Terabithia, Kingdom of the Mind

I saw a movie trailer for Bridge to Terabithia (in theaters now). The name brought back memories of school librarians and Newbery Medal books (the book was awarded a Newbery in 1978). The title of the book was so familiar, yet I can't recall having actually read it. Was it one of the books read out loud to us at school? I don't think so, because I remember so many of them so well: Charlotte's Web, The Whipping Boy, The Lion, The Witch, and the Wardrobe, Twenty Thousand Leagues Under the Sea.

The movie trailer I saw was packed with CGI fantasy shots- I figured I'd want to watch it sooner or later, so I ordered a copy of the book, Bridge to Terabithia, and began to read. I liked what I found from the very first page. Superb prose plunked the reader right into protagonist Jesse's running shoes. His bleak home and school life were rendered with just the right details to make the character and the world hyper realistic.

Two things really surprised me about Bridge to Terabithia. First- it wasn't a fantasy. Sure, fantasy readers will find homages to C.S. Lewis as Leslie makes up stories for Jesse in their make-believe magical kingdom. But Terabithia isn't a fantasy world the children travel to, and it's not even the patch of unused farmland where they play. Terabithia is a state of mind, one which Jesse would have never discovered if Leslie Burke hadn't moved in next door.

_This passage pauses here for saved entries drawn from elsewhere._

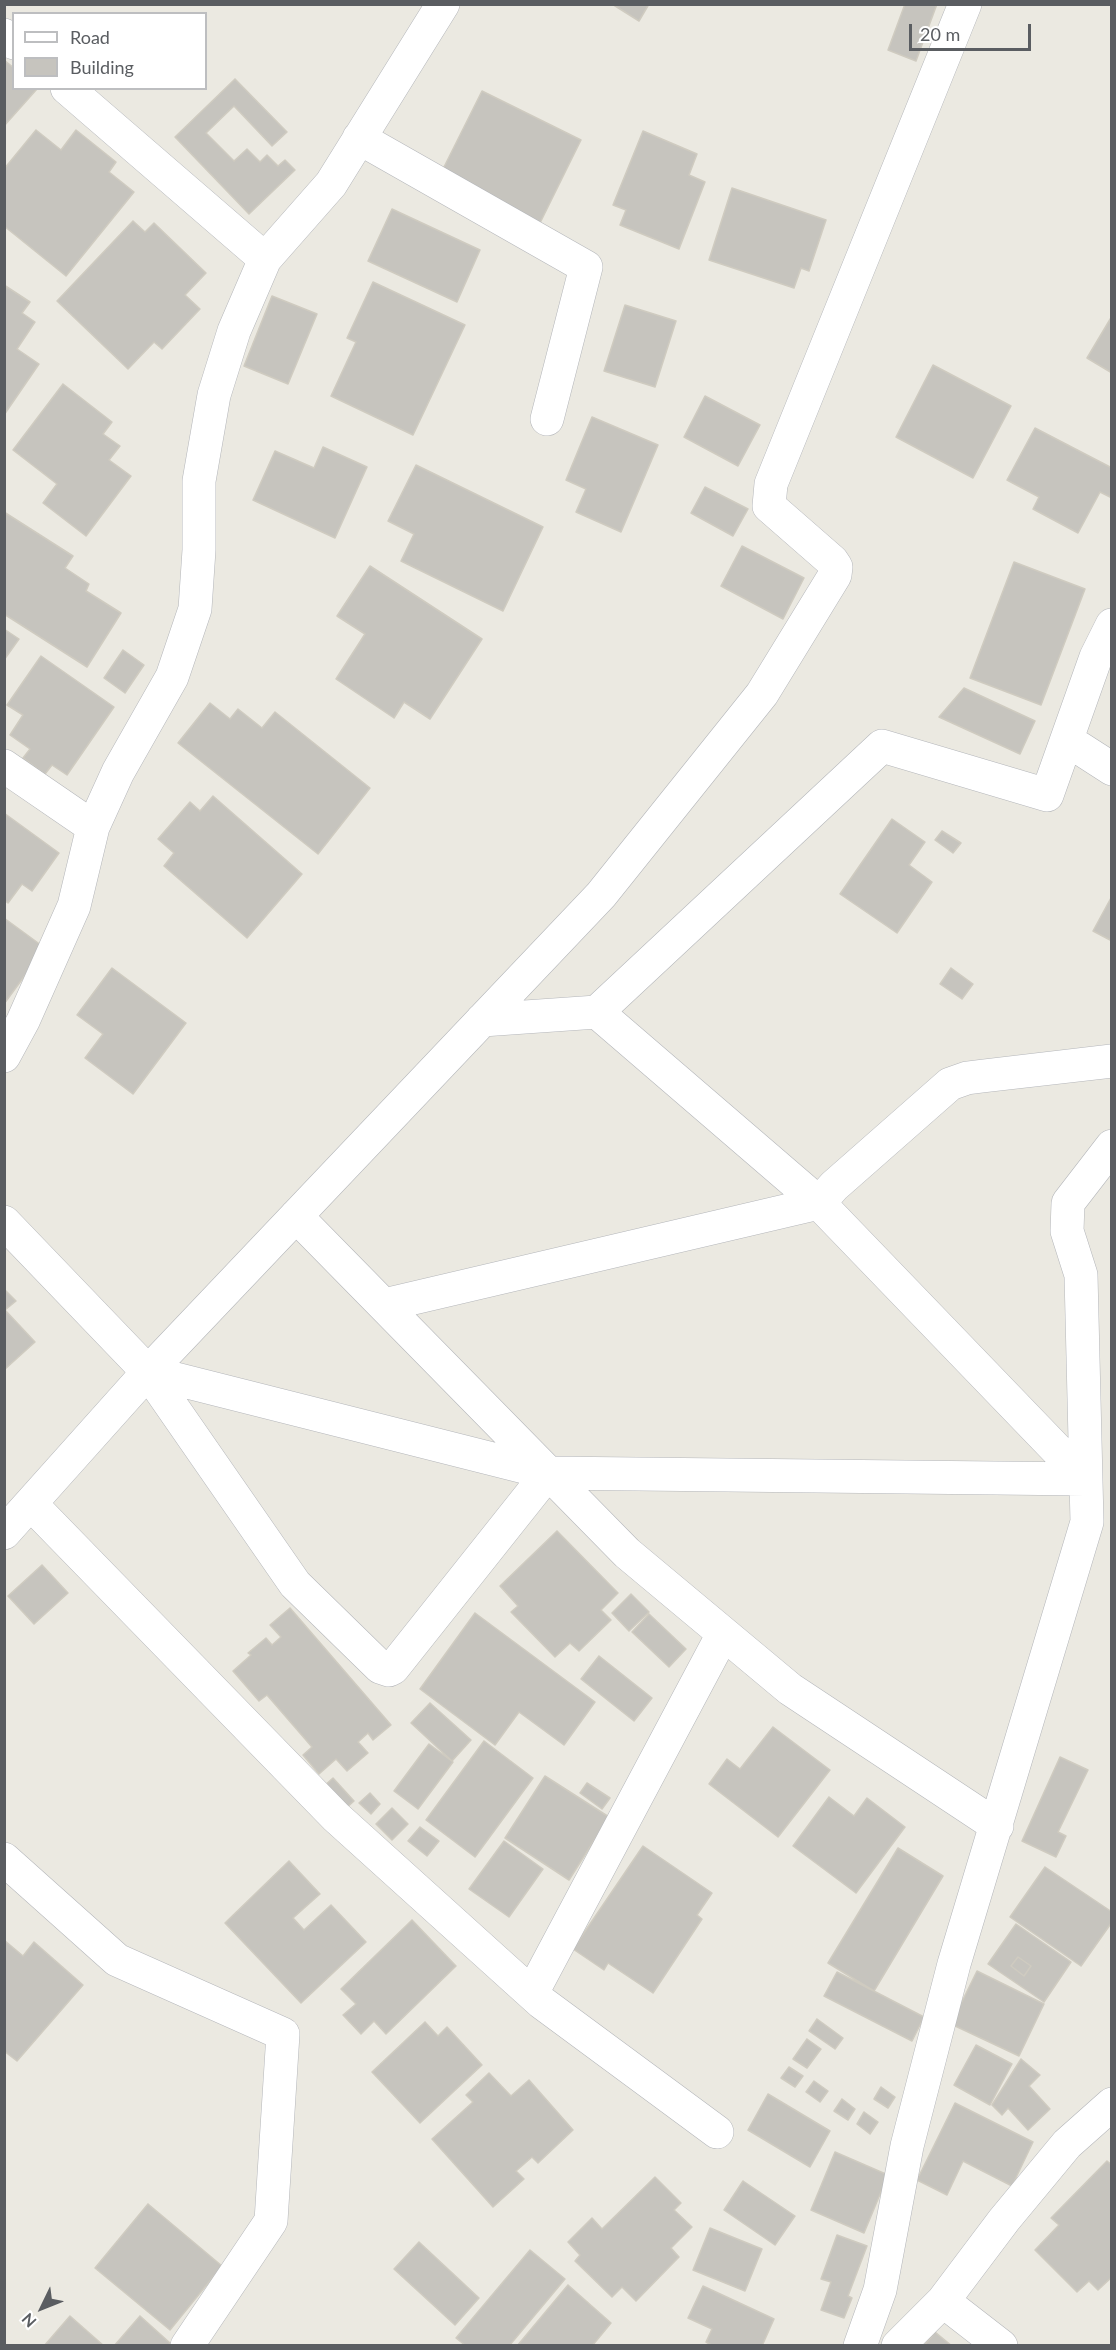 <!DOCTYPE html>
<style>
body{margin:0}
#map{position:relative;width:1116px;height:2350px;overflow:hidden;background:#ebe9e1;font-family:Lato,sans-serif}
canvas{display:block}
.frame{position:absolute;inset:0;border:6px solid #5a5d61;pointer-events:none}
.legend{position:absolute;left:12px;top:12px;width:195px;height:78px;box-sizing:border-box;background:#fff;border:2px solid #bdbec0;margin:0;padding:8px 10px;list-style:none;font-size:18px;color:#5a5d61}
.legend li{display:flex;align-items:center;gap:12px;height:30px}
.legend b{width:30px;border:2px solid #bdbec0}
.north{position:absolute;left:12px;top:2278px;width:60px;height:60px;-webkit-text-stroke:4px #fff;paint-order:stroke;rotate:227deg;font-size:16px;font-weight:700;line-height:24px;text-align:center;color:#5a5d61}
.north::after{content:'';display:block;margin:auto;width:21px;height:27px;background:#5a5d61;clip-path:polygon(50% 0,100% 100%,50% 72%,0 100%)}
.scale{position:absolute;left:909px;top:24px;width:122px;height:27px;box-sizing:border-box;border:3px solid #5a5d61;border-top:0;padding-left:8px;font-size:18px;line-height:21px;white-space:nowrap;color:#5a5d61;-webkit-text-stroke:4px #fff;paint-order:stroke}
</style>
<div id="map">
<canvas width="1116" height="2350"></canvas>
<div class="frame"></div>
<ul class="legend">
<li><b style="height:8px;background:#fff"></b>Road</li>
<li><b style="height:16px;background:#c6c4be"></b>Building</li>
</ul>
<div class="north">N</div>
<div class="scale">20 m</div>
</div>
<script>
const context = document.querySelector('canvas').getContext('2d');
context.lineJoin = 'round';
function paint(path, color) { context.fillStyle = color; context.fill(path, 'evenodd'); }
const shape = rows => new Path2D(rows.map(r => 'M' + r).join(''));
function trace(path, color, width, dash) { context.strokeStyle = color; context.lineWidth = width; context.lineCap = dash ? 'butt' : 'round'; context.setLineDash(dash || []); context.stroke(path); }
const building = shape([
 [612,4,649,4,639,21,612,4],
 [905,4,937,4,916,61,888,50,905,4],
 [4,60,14,68,14,88,37,89,4,126,4,60],
 [235,79,287,132,272,146,234,106,206,133,234,161,247,149,260,162,267,155,278,166,285,160,295,170,249,214,175,137,235,79],
 [482,91,581,140,540,223,441,173,482,91],
 [36,130,61,150,76,130,116,162,109,172,134,192,66,276,4,226,4,169,36,130],
 [643,131,697,154,689,175,705,182,679,249,620,225,626,210,613,205,643,131],
 [732,188,826,220,809,271,801,268,794,288,709,260,732,188],
 [392,209,480,250,457,302,368,261,392,209],
 [133,221,145,232,154,223,206,273,185,295,200,309,162,349,154,342,128,369,57,301,133,221],
 [373,282,465,325,413,435,331,396,356,342,347,338,373,282],
 [4,285,30,302,22,313,35,322,17,349,39,364,4,415,4,285],
 [272,296,317,314,288,384,244,366,272,296],
 [625,305,676,321,655,387,604,371,625,305],
 [1112,316,1112,373,1087,358,1112,316],
 [933,365,1011,406,973,478,896,437,933,365],
 [63,384,112,422,103,434,120,446,109,460,131,476,86,536,43,503,57,484,13,450,63,384],
 [705,396,760,425,738,466,684,437,705,396],
 [592,417,658,445,621,532,576,512,586,489,566,480,592,417],
 [1035,428,1112,468,1112,498,1100,492,1078,533,1033,509,1039,497,1007,480,1035,428],
 [323,447,367,467,335,538,253,500,275,451,314,468,323,447],
 [416,465,543,527,503,611,401,561,414,534,388,521,416,465],
 [705,487,748,509,733,536,691,513,705,487],
 [4,512,73,556,65,568,89,584,86,591,121,613,87,667,4,614,4,512],
 [742,546,804,578,783,619,721,586,742,546],
 [1014,562,1085,589,1041,705,970,678,1014,562],
 [370,566,482,639,430,719,404,702,394,718,336,679,365,634,337,616,370,566],
 [4,629,19,639,4,660,4,629],
 [123,650,144,665,125,693,104,678,123,650],
 [41,656,114,707,67,775,52,765,45,774,23,758,30,749,10,735,23,715,7,705,41,656],
 [964,688,1035,721,1020,754,939,717,964,688],
 [210,703,230,719,238,709,262,728,275,712,370,788,318,854,178,743,210,703],
 [213,796,302,874,247,938,164,866,174,853,158,839,190,802,200,811,213,796],
 [4,813,59,853,32,891,22,884,8,903,4,900,4,813],
 [892,819,925,842,909,865,932,882,897,933,840,894,892,819],
 [942,831,961,843,953,853,935,840,942,831],
 [1112,896,1112,941,1093,931,1112,896],
 [4,918,45,948,4,1004,4,918],
 [112,968,186,1023,133,1094,85,1058,103,1034,77,1015,112,968],
 [951,968,973,984,962,999,940,984,951,968],
 [4,1289,16,1301,5,1310,35,1342,4,1370,4,1289],
 [557,1531,618,1593,601,1610,611,1620,579,1651,570,1643,555,1657,511,1612,518,1606,500,1586,557,1531],
 [42,1565,68,1593,34,1624,8,1596,42,1565],
 [631,1594,649,1612,629,1631,612,1613,631,1594],
 [290,1608,391,1725,373,1740,368,1733,358,1742,368,1753,347,1771,336,1759,319,1774,303,1755,312,1747,267,1695,259,1701,233,1671,251,1655,248,1653,266,1638,272,1645,281,1637,270,1625,290,1608],
 [475,1613,595,1702,564,1745,519,1712,495,1745,420,1689,475,1613],
 [649,1614,686,1649,669,1667,632,1632,649,1614],
 [599,1656,652,1698,634,1721,581,1679,599,1656],
 [430,1703,471,1740,452,1761,411,1723,430,1703],
 [773,1727,830,1770,778,1837,709,1784,727,1759,740,1769,773,1727],
 [484,1741,533,1778,475,1857,426,1820,484,1741],
 [429,1744,453,1762,418,1809,394,1791,429,1744],
 [1060,1757,1088,1770,1058,1832,1066,1836,1056,1857,1022,1841,1060,1757],
 [545,1776,609,1817,569,1880,505,1838,545,1776],
 [333,1778,354,1801,344,1810,323,1787,333,1778],
 [587,1783,610,1798,602,1809,580,1793,587,1783],
 [370,1793,380,1804,371,1814,359,1803,370,1793],
 [829,1797,854,1816,867,1798,905,1827,856,1893,793,1846,829,1797],
 [392,1808,408,1824,392,1840,376,1824,392,1808],
 [420,1827,439,1841,427,1856,408,1841,420,1827],
 [504,1841,543,1869,509,1917,469,1889,504,1841],
 [643,1846,712,1893,697,1915,702,1919,653,1993,608,1963,604,1970,573,1949,643,1846],
 [898,1848,943,1876,874,1991,828,1963,898,1848],
 [289,1861,320,1894,293,1918,304,1930,331,1905,366,1942,301,2003,225,1923,289,1861],
 [1045,1867,1112,1912,1112,1922,1081,1966,1010,1917,1045,1867],
 [412,1920,456,1966,386,2034,374,2021,361,2034,343,2015,356,2004,341,1989,412,1920],
 [1016,1924,1071,1962,1044,2002,988,1964,1016,1924],
 [1018,1957,1031,1966,1024,1976,1011,1966,1018,1957],
 [4,1940,23,1956,34,1942,83,1985,17,2061,4,2051,4,1940],
 [1018,1957,1031,1966,1024,1976,1011,1966,1018,1957],
 [977,1971,1044,2004,1019,2056,951,2024,977,1971],
 [837,1972,924,2017,912,2041,824,1996,837,1972],
 [817,2019,843,2038,835,2049,809,2031,817,2019],
 [425,2022,438,2036,447,2027,482,2065,420,2123,372,2072,425,2022],
 [807,2039,821,2049,807,2068,793,2059,807,2039],
 [976,2045,1012,2064,990,2105,954,2085,976,2045],
 [1021,2059,1040,2075,1029,2086,1050,2109,1028,2130,1008,2108,1002,2115,992,2105,1021,2059],
 [789,2067,803,2076,795,2087,781,2078,789,2067],
 [489,2073,511,2096,529,2080,573,2130,538,2163,532,2157,516,2171,524,2179,493,2207,432,2139,473,2102,466,2095,489,2073],
 [814,2081,828,2091,820,2102,806,2092,814,2081],
 [881,2087,895,2097,888,2108,874,2099,881,2087],
 [768,2094,830,2131,810,2167,748,2130,768,2094],
 [842,2099,855,2109,848,2120,834,2111,842,2099],
 [955,2103,1033,2142,1012,2186,963,2161,947,2195,917,2180,955,2103],
 [864,2112,878,2122,870,2134,857,2124,864,2112],
 [835,2152,888,2175,864,2233,811,2210,835,2152],
 [1107,2161,1112,2165,1112,2277,1098,2290,1089,2281,1077,2292,1035,2250,1059,2225,1051,2218,1107,2161],
 [655,2177,681,2203,674,2210,692,2227,671,2248,679,2257,636,2301,622,2287,612,2297,575,2261,580,2255,568,2242,592,2218,602,2229,655,2177],
 [743,2181,795,2216,775,2245,724,2210,743,2181],
 [148,2204,222,2266,170,2330,95,2268,148,2204],
 [710,2228,762,2249,745,2291,693,2270,710,2228],
 [837,2235,867,2246,848,2296,852,2298,844,2318,821,2310,831,2282,821,2279,837,2235],
 [419,2242,479,2298,455,2325,394,2269,419,2242],
 [530,2250,565,2279,509,2346,466,2346,456,2338,530,2250],
 [568,2285,611,2323,592,2346,517,2346,568,2285],
 [703,2286,774,2319,762,2346,713,2346,706,2342,712,2329,688,2318,703,2286],
 [70,2316,104,2346,44,2346,70,2316],
 [140,2316,170,2343,168,2346,114,2346,140,2316],
 [935,2332,952,2346,924,2346,935,2332]
]);
const street = shape([
 [4,35,14,43],
 [67,88,265,259],
 [359,138,586,267,547,419],
 [1067,740,1112,769],
 [4,766,93,827],
 [597,1012,819,1203,1085,1479],
 [482,1020,597,1012,882,746,1047,795,1096,657,1112,625],
 [4,1056,23,1021,74,906,93,827,118,772,172,677,195,609,199,550,199,481,214,395,234,331,265,259,331,184,443,4],
 [296,1216,627,1553,790,1689,997,1826],
 [4,1222,148,1372,295,1584,380,1667,389,1670,393,1668,548,1473],
 [384,1305,819,1203,834,1186,950,1084,967,1078,983,1076,1112,1061],
 [148,1372,548,1473,1085,1479],
 [31,1504,336,1817,541,2002,717,2132],
 [4,1533,148,1372,601,895,762,694,835,575,836,567,832,561,769,506,771,484,965,4],
 [4,1859,117,1960,283,2034,271,2221,187,2346],
 [532,1993,723,1634],
 [943,2301,1001,2346],
 [860,2346,880,2290,907,2146,954,1964,1087,1522,1081,1275,1067,1231,1068,1203,1112,1146],
 [898,2346,943,2301,1004,2220,1067,2144,1112,2104]
]);
paint(building, '#c6c4be');
trace(building, '#cfcbc0', 1.5);
trace(street, '#b4b6ba', 34);
trace(street, '#fff', 33);
</script>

This brings me to the second big surprise- I can't imagine my elementary school librarian recommending this book to Midwestern kids- but I know she did! According to Wikipedia, the book ranks #9 on a list of Most Frequently Challenged Books (1990-2000) by the American Library Association. Author Katherine Patterson was writing in the late seventies. She writes plainly about poverty and ignorance in rural America, she talks about the Vietnam war and about hippies. She makes it clear that Jesse's father disapproves of his drawing, because dad thinks it shows a leaning toward homosexuality. Leslie and her family don't believe in God- and Jesse's little sister asks quite plainly whether Leslie will be damned to hell when she dies.

Bridge to Terabithia has probably survived these challenges and remained in the cannon of children's literature because it does such a good job of capturing the psyche of childhood- small hopes, like being the best runner in the 5th grade, magnified to importance it could only have for a youngster. Patterson's execution of Jesse's character arc is a powerful story of growing up, and touches readers young and old. His cohort and Queen in Terabithia, Leslie, brings the books, the colors, the imagination needed to ignite his growth.

I'll never forget Jesse Oliver Aarons. Life was unfair to him again and again, but he was able to take "not fair" as a matter of course and keep doing what he had to do- which, as it turns out, was to become a young man.